Call for WHO to investigate Iraq War: Break the Silence demands PHM!
The People’s Health Movement has called upon the WHO to break its silence on the growing number of casualties and collapse of public health systems in Iraq due to the US occupation.
‘Armed conflict is an obvious source of avoidable deaths and injuries and the WHO should take a clear stand on the issue as one of the major determinants of health instead of avoiding it for political reasons” said Jihad Mashal, a member of the Global Secretariat of the PHM, a global coalition of health activists and groups working towards the goal of ‘Health for All’.
According to Mashal, who is in Geneva to attend the 60th World Health Assembly, the war on Iraq over the past four years is a man-made, humanitarian disaster with few parallels in recent history and one that the WHO should investigate closely.
A survey published in the prestigious medical journal Lancet in October 2006, said the risk of death following the US invasion and subsequent occupation of Iraq to be 50% higher than that prior to the invasion.
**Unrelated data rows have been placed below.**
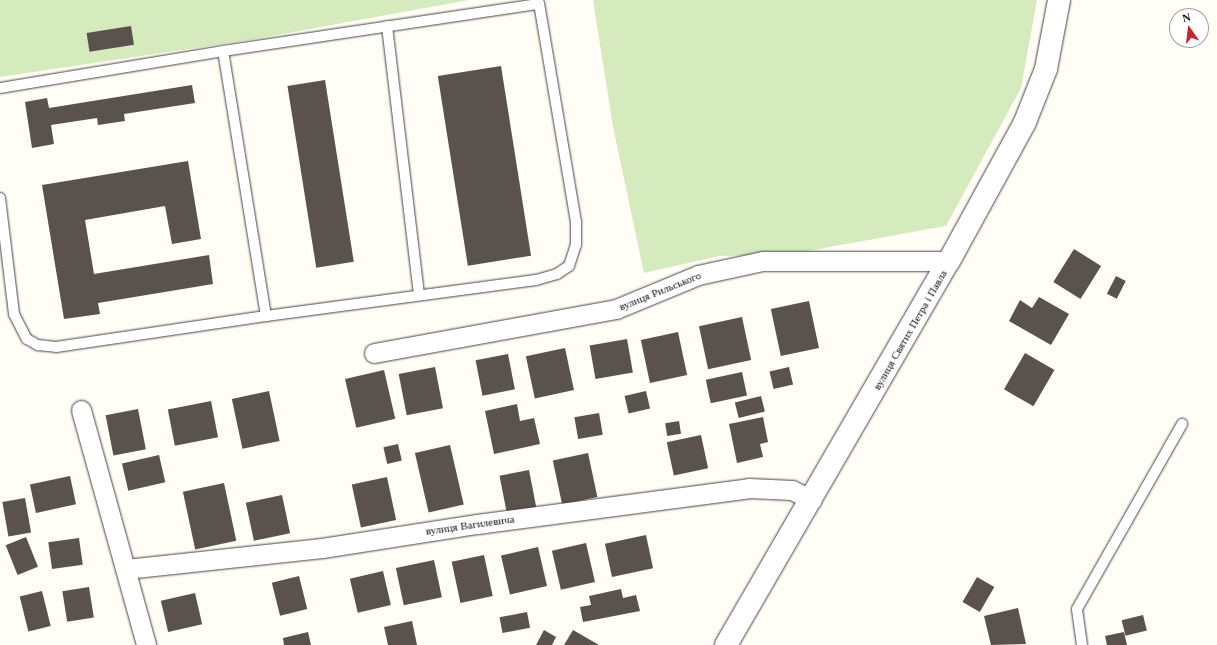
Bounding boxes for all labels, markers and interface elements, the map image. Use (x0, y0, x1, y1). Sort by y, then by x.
north arrow (1169, 8, 1209, 48)
text: N (1181, 11, 1192, 24)
street label: вулиця Святих Петра і Павла (870, 268, 950, 392)
street label: вулиця Рильського (617, 269, 703, 313)
street label: вулиця Вагилевича (425, 512, 515, 538)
According to the study an estimated 654,965 excess deaths were related to the war, or 2.5% of the total Iraqi population, by the end of June 2006.
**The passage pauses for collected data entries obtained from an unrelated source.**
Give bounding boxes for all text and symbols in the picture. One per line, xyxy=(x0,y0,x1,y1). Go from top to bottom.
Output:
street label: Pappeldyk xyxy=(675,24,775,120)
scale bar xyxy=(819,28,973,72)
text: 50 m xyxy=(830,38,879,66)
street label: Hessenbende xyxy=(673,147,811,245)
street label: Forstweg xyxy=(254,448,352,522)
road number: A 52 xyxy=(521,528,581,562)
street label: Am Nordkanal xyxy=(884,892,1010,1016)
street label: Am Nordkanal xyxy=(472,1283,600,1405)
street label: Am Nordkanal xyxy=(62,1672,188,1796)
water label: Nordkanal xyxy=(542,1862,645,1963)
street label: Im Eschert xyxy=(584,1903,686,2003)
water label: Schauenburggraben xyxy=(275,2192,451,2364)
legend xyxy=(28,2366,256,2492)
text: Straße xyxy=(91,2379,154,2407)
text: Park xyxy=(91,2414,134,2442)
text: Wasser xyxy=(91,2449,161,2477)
Regular reports coming from Iraq also reveal a complete breakdown of the public health system, the absence of basic security to lives of ordinary people, large numbers of citizens disabled due to injuries, lack of access to proper nutrition or vital necessities such as drinking water and medicines.
An example of the problems faced by Iraqi citizens on a daily basis comes from the city of Samara, 124 km north of Baghdad and with a population of 200,000, that has been under siege by US and Iraqi troops for the past two weeks.
According to Doctors for Iraq, one of the constituents of the People’s Health Movement, the city has come under a number of US and Iraqi military attacks in the past nine months and is currently encircled from all sides with soldiers placing very strict control on the movement of people entering and leaving the city. The military operation is crippling the inhabitants of the city and civilians are unable to access healthcare.
“ We condemn in the strongest terms any activities that prevent civilians from accessing healthcare or human Ismael of Doctors of Iraq in a statement sent to delegates at the WHA.
The main hospital in the city he said which was already short of medical supplies before this latest military operation says it's in urgent need of medication to treat hypertension, diabetes and chronic surgical diseases.
Doctors for Iraq and PHM call for:
- The immediate and full lifting of the military siege of Samara as these kind of military actions are an act of collective punishment on the cities inhabitants and cause deeper hardship for people.
- Immediate and full access for local NGOs and health workers into the city.
- An end to all military activities that breach the Geneva Conventions and discriminate against unarmed civilians.